• **TASK OBJECTIVE**
Whenever the word "Центральная" turns up in a line of the data below, copy that line.

• **INPUT RECORDS**

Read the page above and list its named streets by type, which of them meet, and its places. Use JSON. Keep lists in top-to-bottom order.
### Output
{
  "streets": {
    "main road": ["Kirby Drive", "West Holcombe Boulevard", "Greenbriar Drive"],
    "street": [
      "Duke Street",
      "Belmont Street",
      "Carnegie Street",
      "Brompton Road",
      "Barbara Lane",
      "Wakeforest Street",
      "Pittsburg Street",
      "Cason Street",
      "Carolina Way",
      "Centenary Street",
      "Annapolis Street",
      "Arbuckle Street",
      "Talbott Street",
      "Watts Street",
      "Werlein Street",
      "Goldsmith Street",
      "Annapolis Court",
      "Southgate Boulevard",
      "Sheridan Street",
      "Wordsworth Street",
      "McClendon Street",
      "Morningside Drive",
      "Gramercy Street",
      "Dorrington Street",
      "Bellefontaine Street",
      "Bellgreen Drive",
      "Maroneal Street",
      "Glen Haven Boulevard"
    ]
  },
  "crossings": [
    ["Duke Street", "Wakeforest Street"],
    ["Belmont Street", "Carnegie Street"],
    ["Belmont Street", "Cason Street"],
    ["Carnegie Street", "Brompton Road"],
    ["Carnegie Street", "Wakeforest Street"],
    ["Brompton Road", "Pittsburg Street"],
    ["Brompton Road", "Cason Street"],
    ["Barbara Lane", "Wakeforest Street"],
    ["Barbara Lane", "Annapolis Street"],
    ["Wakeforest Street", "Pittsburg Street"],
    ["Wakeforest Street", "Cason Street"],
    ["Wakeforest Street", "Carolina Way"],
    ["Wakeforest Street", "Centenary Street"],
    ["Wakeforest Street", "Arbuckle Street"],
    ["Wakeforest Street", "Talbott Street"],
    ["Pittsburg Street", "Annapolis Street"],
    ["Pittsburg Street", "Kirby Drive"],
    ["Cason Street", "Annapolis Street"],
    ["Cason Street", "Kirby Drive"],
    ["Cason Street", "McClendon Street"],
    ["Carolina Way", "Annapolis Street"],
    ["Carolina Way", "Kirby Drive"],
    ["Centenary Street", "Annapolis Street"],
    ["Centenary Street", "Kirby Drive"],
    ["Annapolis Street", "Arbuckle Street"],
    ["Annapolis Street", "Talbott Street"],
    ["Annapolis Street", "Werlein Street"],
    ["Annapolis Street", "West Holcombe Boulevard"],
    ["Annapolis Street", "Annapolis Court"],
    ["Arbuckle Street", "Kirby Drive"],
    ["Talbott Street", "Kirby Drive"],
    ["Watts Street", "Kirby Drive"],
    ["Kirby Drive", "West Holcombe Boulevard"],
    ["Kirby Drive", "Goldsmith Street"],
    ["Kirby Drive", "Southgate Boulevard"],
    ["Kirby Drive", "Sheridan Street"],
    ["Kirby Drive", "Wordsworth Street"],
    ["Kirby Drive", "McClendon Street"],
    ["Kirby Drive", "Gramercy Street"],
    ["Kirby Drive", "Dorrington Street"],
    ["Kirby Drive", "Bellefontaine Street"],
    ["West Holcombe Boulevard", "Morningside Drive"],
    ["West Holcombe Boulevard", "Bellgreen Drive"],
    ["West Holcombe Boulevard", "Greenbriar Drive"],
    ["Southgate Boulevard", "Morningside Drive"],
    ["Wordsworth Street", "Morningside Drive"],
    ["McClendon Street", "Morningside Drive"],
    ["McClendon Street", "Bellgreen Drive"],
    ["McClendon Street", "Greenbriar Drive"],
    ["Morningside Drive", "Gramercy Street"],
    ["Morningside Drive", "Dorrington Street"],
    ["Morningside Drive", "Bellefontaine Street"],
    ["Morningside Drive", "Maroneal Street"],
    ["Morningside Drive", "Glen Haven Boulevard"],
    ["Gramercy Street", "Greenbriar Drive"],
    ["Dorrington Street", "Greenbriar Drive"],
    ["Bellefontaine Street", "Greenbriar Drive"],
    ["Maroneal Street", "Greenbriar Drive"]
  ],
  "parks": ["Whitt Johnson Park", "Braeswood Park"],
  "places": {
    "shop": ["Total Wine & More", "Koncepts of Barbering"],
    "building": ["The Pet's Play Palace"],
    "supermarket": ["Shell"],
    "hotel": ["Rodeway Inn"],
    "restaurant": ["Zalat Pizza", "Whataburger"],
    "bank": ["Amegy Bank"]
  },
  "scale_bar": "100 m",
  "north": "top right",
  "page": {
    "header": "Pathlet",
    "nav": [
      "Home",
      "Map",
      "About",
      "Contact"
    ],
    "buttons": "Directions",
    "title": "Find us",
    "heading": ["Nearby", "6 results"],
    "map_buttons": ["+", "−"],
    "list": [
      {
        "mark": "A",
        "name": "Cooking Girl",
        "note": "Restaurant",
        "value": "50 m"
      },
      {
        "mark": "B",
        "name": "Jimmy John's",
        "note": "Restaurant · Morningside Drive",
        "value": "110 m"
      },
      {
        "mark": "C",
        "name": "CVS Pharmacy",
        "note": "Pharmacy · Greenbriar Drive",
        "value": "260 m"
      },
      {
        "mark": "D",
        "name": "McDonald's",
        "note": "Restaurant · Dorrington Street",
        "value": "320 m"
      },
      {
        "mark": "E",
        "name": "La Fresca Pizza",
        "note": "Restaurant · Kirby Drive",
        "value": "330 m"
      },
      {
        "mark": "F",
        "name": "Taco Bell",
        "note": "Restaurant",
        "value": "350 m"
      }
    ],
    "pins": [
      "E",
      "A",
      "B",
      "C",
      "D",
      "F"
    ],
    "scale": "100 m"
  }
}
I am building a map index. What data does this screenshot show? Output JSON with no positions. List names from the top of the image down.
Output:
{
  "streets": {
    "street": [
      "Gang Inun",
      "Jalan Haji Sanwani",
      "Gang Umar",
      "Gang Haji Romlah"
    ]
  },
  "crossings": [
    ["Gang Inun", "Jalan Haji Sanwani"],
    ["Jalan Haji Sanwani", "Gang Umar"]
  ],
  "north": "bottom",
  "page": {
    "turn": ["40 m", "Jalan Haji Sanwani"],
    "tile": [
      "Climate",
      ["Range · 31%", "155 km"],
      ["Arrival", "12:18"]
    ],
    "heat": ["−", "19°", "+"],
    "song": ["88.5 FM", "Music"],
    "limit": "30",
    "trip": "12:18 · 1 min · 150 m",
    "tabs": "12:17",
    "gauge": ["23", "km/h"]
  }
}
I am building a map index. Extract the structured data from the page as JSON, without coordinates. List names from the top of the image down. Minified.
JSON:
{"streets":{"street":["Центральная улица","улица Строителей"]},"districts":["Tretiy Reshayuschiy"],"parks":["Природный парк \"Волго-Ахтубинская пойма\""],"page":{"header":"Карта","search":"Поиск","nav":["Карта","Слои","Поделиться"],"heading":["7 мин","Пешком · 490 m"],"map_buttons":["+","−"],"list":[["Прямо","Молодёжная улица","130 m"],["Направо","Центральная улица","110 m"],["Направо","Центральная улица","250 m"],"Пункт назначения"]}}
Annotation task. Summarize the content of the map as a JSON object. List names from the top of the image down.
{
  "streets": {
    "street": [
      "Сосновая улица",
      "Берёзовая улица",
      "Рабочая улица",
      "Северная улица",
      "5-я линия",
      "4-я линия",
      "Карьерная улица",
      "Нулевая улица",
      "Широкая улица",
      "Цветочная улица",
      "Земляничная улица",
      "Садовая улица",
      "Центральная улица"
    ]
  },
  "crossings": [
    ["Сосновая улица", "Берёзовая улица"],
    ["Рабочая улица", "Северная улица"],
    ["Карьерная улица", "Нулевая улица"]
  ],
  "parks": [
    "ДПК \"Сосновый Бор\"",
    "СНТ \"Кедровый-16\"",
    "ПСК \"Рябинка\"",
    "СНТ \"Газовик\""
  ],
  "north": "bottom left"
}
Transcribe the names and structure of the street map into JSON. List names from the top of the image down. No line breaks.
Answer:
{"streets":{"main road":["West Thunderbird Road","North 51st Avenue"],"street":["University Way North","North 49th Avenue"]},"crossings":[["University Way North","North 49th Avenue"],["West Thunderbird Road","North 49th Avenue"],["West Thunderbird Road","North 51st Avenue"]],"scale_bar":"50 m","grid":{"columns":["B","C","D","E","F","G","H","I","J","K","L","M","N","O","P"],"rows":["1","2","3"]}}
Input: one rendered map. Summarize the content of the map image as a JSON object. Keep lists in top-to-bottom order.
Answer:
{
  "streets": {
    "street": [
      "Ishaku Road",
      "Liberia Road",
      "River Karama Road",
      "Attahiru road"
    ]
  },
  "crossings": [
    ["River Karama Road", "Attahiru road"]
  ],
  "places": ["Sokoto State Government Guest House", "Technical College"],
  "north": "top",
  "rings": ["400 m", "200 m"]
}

• **RESULT OF THE TASK**
{"streets":{"street":["Центральная улица","улица Строителей"]},"districts":["Tretiy Reshayuschiy"],"parks":["Природный парк \"Волго-Ахтубинская пойма\""],"page":{"header":"Карта","search":"Поиск","nav":["Карта","Слои","Поделиться"],"heading":["7 мин","Пешком · 490 m"],"map_buttons":["+","−"],"list":[["Прямо","Молодёжная улица","130 m"],["Направо","Центральная улица","110 m"],["Направо","Центральная улица","250 m"],"Пункт назначения"]}}
      "Центральная улица"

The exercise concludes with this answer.